The bus 802 may be a peripheral component interconnect (PCI) bus, an extended industry standard architecture (EISA) bus, or the like. Buses may be classified into an address bus, a data bus, a control bus, and the like. For ease of representation, only one line is used for representation in FIG. 8, but this does not indicate that there is only one bus or only one type of bus. The bus 802 may include a path for information transmission between the components (for example, the memory 806, the processor 804, and the communication interface 808) of the computing device 800.
The processor 804 may include any one or more of processors such as a central processing unit (CPU), a graphics processing unit (GPU), a microprocessor (MP), or a digital signal processor (DSP).
The memory 806 may include a volatile memory, such as a random access memory (RAM). The processor 804 may further include a non-volatile memory, such as a read-only memory (ROM), a flash memory, a hard disk drive (HDD), or a solid state drive (SSD).
The memory 806 stores executable program code, and the processor 804 executes the executable program code to separately implement functions of the data obtaining unit, the molecular fragment determining unit, the remaining-fragment determining unit, and the target-molecule generation unit, to implement the drug design method. In other words, the memory 806 stores instructions for performing the drug design method. In some possible implementations, the memories 806 in the one or more computing devices 800 in the computing device cluster may separately store a part of the instructions for performing the drug design method. In other words, a combination of the one or more computing devices 800 may jointly execute the instructions for performing the drug design method.
It should be noted that the memories 806 in different computing devices 800 in the computing device cluster may store different instructions respectively used to perform some functions of the drug design apparatus. In other words, the instructions stored in the memories 806 in different computing devices 800 may implement functions of one or more of the data obtaining unit, the molecular fragment determining unit, the remaining-fragment determining unit, and the target-molecule generation unit.

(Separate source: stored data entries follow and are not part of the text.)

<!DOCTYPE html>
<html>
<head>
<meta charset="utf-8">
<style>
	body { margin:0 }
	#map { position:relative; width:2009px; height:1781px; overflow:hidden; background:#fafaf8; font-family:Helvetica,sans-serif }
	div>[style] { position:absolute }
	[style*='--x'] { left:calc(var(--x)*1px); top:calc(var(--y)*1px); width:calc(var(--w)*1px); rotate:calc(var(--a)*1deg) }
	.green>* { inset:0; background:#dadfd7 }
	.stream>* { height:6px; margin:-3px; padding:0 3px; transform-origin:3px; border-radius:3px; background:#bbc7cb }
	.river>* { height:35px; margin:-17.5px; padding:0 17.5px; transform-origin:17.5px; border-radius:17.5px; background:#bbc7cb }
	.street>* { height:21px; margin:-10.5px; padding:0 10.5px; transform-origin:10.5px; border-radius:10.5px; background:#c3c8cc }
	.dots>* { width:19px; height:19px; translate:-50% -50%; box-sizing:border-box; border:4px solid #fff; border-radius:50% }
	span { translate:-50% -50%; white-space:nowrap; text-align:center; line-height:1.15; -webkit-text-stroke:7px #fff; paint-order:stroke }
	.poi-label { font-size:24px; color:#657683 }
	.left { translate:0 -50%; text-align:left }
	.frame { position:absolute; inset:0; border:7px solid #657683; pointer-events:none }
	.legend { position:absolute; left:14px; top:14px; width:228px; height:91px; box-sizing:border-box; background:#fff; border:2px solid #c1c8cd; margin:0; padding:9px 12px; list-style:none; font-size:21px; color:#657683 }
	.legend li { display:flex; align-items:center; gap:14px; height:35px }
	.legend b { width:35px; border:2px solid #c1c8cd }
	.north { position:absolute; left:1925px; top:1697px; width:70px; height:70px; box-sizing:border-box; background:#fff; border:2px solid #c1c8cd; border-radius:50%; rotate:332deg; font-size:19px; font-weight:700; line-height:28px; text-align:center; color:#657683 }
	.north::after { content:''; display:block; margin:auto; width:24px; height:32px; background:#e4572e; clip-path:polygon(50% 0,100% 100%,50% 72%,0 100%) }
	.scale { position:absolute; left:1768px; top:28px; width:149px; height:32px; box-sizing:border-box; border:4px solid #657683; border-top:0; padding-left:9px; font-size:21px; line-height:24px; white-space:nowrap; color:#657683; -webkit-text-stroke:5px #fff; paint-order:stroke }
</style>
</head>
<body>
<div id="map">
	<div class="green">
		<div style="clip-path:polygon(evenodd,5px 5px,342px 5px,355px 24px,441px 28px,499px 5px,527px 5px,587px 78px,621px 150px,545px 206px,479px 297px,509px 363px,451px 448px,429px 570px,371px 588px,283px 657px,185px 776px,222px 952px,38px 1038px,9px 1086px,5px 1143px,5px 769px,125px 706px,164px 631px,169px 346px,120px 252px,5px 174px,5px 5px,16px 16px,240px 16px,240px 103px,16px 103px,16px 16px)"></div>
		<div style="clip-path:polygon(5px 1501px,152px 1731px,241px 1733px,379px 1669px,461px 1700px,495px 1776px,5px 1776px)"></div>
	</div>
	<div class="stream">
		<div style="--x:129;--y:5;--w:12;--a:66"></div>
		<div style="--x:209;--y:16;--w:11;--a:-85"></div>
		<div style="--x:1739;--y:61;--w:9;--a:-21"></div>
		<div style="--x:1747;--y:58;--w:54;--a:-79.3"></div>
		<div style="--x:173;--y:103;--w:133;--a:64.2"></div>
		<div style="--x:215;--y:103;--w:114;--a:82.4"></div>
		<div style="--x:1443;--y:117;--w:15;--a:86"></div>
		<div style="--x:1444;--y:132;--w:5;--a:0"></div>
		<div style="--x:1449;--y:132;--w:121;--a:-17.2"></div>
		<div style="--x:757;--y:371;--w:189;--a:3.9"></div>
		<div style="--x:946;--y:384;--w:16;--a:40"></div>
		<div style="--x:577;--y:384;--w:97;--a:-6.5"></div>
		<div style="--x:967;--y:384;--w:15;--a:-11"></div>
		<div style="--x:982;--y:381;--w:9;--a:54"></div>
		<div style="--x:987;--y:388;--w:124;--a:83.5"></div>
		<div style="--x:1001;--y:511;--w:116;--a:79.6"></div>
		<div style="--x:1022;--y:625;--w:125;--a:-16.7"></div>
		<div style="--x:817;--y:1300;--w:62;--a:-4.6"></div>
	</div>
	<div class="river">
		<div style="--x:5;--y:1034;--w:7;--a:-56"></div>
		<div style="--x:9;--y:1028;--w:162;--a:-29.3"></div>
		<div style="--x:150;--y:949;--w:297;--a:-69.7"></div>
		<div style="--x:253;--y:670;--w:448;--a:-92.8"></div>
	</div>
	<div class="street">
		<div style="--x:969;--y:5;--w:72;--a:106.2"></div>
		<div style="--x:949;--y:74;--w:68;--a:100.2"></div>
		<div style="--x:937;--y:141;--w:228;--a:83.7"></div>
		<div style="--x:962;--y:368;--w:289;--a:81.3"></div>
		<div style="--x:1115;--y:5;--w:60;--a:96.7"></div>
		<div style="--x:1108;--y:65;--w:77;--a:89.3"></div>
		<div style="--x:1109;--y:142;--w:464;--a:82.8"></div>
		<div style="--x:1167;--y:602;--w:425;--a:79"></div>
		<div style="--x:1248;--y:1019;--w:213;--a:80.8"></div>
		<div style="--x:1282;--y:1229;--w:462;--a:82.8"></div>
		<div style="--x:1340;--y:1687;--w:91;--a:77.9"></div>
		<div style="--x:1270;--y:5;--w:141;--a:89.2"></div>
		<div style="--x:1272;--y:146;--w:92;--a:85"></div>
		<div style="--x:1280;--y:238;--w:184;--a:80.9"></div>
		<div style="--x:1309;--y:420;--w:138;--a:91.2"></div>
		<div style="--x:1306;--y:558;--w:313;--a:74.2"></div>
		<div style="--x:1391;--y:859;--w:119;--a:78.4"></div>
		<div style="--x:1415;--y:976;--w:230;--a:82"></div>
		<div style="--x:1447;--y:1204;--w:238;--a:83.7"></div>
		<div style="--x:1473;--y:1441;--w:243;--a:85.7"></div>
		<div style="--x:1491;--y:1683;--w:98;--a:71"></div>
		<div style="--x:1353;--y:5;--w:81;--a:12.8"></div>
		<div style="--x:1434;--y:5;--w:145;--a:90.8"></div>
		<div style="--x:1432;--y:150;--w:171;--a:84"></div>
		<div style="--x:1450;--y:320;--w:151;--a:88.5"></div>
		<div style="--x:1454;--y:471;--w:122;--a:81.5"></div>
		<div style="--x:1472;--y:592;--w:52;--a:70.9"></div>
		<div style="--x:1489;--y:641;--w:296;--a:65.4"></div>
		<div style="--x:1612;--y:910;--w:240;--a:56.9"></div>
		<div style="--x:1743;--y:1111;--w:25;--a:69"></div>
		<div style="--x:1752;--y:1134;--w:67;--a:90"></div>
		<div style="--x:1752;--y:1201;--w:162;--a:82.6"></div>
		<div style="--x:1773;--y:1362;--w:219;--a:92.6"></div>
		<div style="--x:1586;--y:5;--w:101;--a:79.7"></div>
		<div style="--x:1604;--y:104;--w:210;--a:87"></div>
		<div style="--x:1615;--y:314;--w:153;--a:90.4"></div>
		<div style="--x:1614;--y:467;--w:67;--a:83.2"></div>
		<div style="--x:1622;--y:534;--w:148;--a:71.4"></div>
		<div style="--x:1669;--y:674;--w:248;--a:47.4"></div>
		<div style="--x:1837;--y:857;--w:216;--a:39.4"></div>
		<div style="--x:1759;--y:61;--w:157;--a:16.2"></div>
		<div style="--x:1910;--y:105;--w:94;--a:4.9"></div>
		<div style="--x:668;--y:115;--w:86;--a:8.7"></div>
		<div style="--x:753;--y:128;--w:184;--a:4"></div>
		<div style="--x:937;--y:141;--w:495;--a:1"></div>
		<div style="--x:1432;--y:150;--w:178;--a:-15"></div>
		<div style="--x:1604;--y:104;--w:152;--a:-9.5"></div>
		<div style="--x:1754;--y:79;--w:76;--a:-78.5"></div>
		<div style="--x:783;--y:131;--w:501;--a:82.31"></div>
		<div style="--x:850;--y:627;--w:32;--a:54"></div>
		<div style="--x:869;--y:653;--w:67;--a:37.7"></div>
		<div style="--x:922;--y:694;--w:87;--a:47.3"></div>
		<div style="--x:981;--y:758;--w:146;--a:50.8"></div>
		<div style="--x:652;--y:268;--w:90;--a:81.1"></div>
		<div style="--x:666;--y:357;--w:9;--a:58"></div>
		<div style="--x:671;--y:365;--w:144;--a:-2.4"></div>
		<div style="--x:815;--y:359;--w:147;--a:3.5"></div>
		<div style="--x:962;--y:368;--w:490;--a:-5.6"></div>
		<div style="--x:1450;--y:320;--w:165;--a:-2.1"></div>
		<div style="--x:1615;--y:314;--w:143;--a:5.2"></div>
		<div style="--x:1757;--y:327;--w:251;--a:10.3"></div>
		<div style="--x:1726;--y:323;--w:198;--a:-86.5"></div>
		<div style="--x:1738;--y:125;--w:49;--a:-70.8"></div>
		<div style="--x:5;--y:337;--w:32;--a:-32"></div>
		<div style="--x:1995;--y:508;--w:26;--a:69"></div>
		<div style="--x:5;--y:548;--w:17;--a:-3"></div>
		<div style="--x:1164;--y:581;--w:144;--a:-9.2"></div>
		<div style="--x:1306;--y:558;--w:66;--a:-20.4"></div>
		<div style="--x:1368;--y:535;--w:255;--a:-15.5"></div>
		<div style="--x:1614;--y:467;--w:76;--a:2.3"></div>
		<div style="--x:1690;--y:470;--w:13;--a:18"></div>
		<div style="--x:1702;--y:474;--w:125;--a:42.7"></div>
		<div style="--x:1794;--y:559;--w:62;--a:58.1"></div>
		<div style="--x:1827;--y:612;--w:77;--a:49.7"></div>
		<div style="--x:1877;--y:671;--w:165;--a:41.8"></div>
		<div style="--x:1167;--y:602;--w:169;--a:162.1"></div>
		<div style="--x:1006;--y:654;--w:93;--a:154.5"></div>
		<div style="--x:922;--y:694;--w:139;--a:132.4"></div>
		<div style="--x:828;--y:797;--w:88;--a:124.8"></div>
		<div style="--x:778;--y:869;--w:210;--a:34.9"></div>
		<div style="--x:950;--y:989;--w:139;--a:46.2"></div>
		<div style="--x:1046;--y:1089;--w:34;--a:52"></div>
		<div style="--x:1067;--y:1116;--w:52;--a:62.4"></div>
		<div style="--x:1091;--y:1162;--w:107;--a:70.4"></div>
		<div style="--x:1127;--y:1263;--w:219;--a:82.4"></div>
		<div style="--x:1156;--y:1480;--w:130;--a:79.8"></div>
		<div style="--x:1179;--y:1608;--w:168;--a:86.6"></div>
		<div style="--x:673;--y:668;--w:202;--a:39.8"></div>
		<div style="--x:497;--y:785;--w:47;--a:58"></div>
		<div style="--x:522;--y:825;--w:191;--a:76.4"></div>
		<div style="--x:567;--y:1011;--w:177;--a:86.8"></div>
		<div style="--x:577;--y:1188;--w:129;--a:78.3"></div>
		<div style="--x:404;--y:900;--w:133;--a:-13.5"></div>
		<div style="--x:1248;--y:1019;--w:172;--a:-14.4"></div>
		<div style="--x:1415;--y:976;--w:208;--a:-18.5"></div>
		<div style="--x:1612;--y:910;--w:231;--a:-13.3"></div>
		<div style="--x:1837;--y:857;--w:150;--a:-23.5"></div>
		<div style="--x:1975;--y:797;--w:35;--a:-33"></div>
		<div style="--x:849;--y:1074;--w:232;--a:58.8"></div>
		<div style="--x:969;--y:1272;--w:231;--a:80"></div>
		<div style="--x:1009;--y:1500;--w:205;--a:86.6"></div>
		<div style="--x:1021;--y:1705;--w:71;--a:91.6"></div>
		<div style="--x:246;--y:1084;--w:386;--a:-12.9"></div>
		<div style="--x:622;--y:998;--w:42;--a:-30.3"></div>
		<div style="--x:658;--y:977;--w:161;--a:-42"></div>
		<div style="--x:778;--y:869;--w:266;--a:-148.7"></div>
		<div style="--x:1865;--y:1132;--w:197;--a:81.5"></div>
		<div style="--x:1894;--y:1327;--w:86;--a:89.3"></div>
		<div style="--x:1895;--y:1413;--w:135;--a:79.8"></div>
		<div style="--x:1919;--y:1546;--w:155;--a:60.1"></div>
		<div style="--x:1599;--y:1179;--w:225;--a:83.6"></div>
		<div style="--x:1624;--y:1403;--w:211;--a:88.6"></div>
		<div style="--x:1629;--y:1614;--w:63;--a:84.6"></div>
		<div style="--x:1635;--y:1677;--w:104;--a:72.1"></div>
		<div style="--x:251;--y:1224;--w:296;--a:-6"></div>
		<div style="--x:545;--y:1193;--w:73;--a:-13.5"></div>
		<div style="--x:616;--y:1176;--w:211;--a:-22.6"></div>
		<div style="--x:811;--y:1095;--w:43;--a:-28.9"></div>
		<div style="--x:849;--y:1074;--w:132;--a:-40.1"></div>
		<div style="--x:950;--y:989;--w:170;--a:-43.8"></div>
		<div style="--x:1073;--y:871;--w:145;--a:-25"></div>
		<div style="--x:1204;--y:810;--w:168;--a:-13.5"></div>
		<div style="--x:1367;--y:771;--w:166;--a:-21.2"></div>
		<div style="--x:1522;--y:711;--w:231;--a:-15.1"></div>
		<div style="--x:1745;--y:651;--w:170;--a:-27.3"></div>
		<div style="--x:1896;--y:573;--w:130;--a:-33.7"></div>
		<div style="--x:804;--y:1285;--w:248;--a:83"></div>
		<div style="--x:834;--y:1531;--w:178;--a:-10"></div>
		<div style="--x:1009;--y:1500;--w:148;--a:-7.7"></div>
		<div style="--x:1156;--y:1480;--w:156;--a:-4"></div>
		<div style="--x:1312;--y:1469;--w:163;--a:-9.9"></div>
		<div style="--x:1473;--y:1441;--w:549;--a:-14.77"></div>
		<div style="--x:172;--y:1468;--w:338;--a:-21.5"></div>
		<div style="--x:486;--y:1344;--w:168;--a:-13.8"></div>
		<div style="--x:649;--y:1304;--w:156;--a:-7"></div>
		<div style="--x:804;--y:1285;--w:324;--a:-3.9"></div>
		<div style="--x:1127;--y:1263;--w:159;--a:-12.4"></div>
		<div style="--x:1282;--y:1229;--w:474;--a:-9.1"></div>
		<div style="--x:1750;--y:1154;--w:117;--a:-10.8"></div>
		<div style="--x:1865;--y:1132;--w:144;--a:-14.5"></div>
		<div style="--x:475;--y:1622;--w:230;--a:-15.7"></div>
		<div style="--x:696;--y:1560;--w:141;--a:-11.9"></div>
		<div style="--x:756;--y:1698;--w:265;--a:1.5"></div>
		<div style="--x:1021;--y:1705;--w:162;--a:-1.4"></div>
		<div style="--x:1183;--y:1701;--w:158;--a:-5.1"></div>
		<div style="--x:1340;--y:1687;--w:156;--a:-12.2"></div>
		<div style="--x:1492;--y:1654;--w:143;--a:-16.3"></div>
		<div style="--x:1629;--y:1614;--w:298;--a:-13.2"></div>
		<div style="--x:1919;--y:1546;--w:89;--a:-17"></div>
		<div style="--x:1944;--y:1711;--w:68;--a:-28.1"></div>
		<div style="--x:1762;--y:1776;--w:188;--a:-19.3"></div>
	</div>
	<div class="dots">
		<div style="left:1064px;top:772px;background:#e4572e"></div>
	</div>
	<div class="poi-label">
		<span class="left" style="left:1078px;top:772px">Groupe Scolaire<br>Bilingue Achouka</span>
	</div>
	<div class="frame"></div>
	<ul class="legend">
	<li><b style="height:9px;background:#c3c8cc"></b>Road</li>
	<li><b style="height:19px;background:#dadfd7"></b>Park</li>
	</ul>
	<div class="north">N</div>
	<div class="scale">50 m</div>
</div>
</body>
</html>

The communication interface 808 uses a transceiver module, for example, but not limited to, a network interface card or a transceiver, to implement communication between the computing device 800 and another device or a communication network.
In some possible implementations, the one or more computing devices in the computing device cluster may be connected through a network. The network may be a wide area network, a local area network, or the like. FIG. 9 shows a possible implementation. As shown in FIG. 9, two computing devices 800A and 800B are connected through a network. Each computing device is connected to the network via a communication interface of the computing device. In such a type of possible implementations, a memory 806 in the computing device 800A stores instructions for performing a function of the data obtaining unit. In addition, a memory 806 in the computing device 800B stores instructions for executing functions of the molecular fragment determining unit, the remaining-fragment determining unit, and the target-molecule fragment generating unit.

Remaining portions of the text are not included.